Um pouco de planejamento estrutura. O excesso aprisiona
Era importante começar o dia sabendo em que cidade eu pretendia dormir. Foi fundamental estudar o percurso para saber se precisava levar mais água ou algum lanche. Por outro lado, sair de casa com todas as paradas decididas, hotéis reservados e data de chegada inflexível quase tornou minha jornada burocrática. Como planejar tanto alguma coisa que você não conhece? É preciso deixar espaço para o improviso – ele pode mudar nossos planos para melhor.
Despedir-se
Faz parte da vida a gente conhece pessoas incríveis pelo caminho, com quem compartilha momentos inesquecíveis. Mas sempre chega a hora de dizer adeus – depois de um dia, uma semana ou um mês. É preciso ter consciência disso, não para evitar o apego, mas para desfrutar com intensidade cada momento que vai passar com elas. E quando for a hora de se despedir, é preciso deixar claro o quanto elas foram importantes para o seu caminho. Sua felicidade não pode depender de ninguém, mas é bom saber que com algumas pessoas você é ainda mais feliz.
Esteja sempre atento
Aos sinais o caminho é todo marcado por sinais: quem está atento dificilmente se perde. Em uma bifurcação, bastava parar, olhar atentamente e buscar a seta amarela. Ela sempre estava ali, mostrando por onde seguir. A vida também é assim, cheia de sinais. Mas é preciso estar pronto para decifrá-los (de que serve uma seta amarela na sua frente se você não sabe o que ela significa?).
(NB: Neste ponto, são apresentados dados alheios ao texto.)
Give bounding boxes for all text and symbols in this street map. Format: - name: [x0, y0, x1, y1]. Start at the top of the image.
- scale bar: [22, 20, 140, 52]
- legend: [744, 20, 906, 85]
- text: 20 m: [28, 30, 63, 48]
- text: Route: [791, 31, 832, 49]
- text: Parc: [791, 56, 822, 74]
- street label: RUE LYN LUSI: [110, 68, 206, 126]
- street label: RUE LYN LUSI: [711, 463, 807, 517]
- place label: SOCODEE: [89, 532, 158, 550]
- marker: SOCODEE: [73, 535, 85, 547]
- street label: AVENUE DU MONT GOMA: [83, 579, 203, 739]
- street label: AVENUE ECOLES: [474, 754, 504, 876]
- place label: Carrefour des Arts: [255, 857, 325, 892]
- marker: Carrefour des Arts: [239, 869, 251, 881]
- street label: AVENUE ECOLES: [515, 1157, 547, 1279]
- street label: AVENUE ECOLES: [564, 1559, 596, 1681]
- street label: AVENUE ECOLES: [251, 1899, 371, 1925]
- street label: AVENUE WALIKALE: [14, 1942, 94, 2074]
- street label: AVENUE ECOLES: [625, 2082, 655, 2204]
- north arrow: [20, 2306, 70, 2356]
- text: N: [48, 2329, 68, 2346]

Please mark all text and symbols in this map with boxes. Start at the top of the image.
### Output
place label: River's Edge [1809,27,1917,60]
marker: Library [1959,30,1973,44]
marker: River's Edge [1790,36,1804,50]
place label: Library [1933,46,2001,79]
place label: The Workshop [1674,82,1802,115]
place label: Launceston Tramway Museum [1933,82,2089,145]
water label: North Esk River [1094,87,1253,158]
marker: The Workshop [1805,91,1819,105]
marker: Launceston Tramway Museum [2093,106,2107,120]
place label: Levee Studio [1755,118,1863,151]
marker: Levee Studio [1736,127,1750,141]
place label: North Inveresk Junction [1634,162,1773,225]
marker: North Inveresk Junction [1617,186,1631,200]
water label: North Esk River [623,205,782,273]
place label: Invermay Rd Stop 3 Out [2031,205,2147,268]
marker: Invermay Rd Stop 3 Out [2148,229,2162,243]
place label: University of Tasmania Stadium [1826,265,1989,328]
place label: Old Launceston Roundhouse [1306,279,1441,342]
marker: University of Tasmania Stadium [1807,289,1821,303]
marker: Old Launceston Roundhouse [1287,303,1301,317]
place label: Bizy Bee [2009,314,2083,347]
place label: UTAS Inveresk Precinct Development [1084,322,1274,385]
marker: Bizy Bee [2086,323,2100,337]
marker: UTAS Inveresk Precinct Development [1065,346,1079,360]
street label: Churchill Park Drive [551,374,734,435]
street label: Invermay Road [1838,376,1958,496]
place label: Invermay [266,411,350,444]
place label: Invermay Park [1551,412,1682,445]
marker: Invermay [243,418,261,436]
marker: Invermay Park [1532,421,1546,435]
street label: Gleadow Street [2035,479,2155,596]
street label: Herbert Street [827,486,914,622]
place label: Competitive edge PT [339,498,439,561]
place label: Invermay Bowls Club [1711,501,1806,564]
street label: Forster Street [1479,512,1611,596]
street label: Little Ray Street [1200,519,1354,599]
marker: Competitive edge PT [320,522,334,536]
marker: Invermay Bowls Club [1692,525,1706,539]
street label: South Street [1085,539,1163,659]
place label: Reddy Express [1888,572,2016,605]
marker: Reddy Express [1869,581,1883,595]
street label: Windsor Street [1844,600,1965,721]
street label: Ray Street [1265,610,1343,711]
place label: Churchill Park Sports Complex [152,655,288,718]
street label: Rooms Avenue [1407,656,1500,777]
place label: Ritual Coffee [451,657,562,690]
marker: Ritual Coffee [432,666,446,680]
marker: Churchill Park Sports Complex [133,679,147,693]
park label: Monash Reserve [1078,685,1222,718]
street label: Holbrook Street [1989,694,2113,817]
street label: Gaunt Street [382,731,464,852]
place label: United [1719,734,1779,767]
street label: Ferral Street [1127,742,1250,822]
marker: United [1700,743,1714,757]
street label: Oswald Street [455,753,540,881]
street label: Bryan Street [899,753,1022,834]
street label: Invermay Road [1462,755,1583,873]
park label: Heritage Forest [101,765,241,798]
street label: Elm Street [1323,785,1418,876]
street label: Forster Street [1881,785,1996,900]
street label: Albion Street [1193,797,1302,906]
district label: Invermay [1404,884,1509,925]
Você carrega o peso dos seus medos
Para ter um caminho tranquilo, é preciso levar uma mochila leve. E o que deixa a mochila pesada são nossos medos. Medo de ficar doente, de passar frio, deter fome. E aí a mochila se enche de itens desnecessários. Há farmácias, lojas, vendas pelo caminho. Encher a mochila é sofrer por antecipação e tornar a jornada muito mais penosa.
Pessoas são a essência de tudo
Terminado o caminho, são muitas as lembranças. E elas estão cheias derostos. Às vezes me esqueço do nome de um vilarejo, mas nunca de quem me acompanhou naquele dia. Posso não me lembrar do que jantei em um restaurante, mas sempre me lembro de quem jantou comigo. Os lugares foram melhores ou piores de acordo com a companhia do dia. Cerque-se das pessoas certas e tudo estará bem.
Somos todos iguais
Na mochila cabem poucas coisas – só as essenciais. Todos usam as mesmas vestimentas, dormem em lugares simples, comem nos pequenos bares que encontram pelo caminho. Ali, a gente se despe de qualquer vaidade, perde a profissão, deixa para trás o passado. Não é possível fazer qualquer distinção entre classes sociais, raças ou credos. No caminho, resumidos à nossa essência, todos somos iguais.
O importante não é chegar, é caminhar
Chegar a Santiago não é a melhor parte, nem o dia mais importante da viagem: é só uma consequência inevitável. O desfecho do qual não é possível fugir (e quem não escolheria caminhar mais um pouco?). Mais importante que chegar é aproveitar cada dia do caminho. A nostalgia de chegar ao final é inevitável. Ela pode gerar uma tristeza imensa por representar o fim de todas as possibilidades ou ser compensada pela sensação plena de ter vivido intensamente.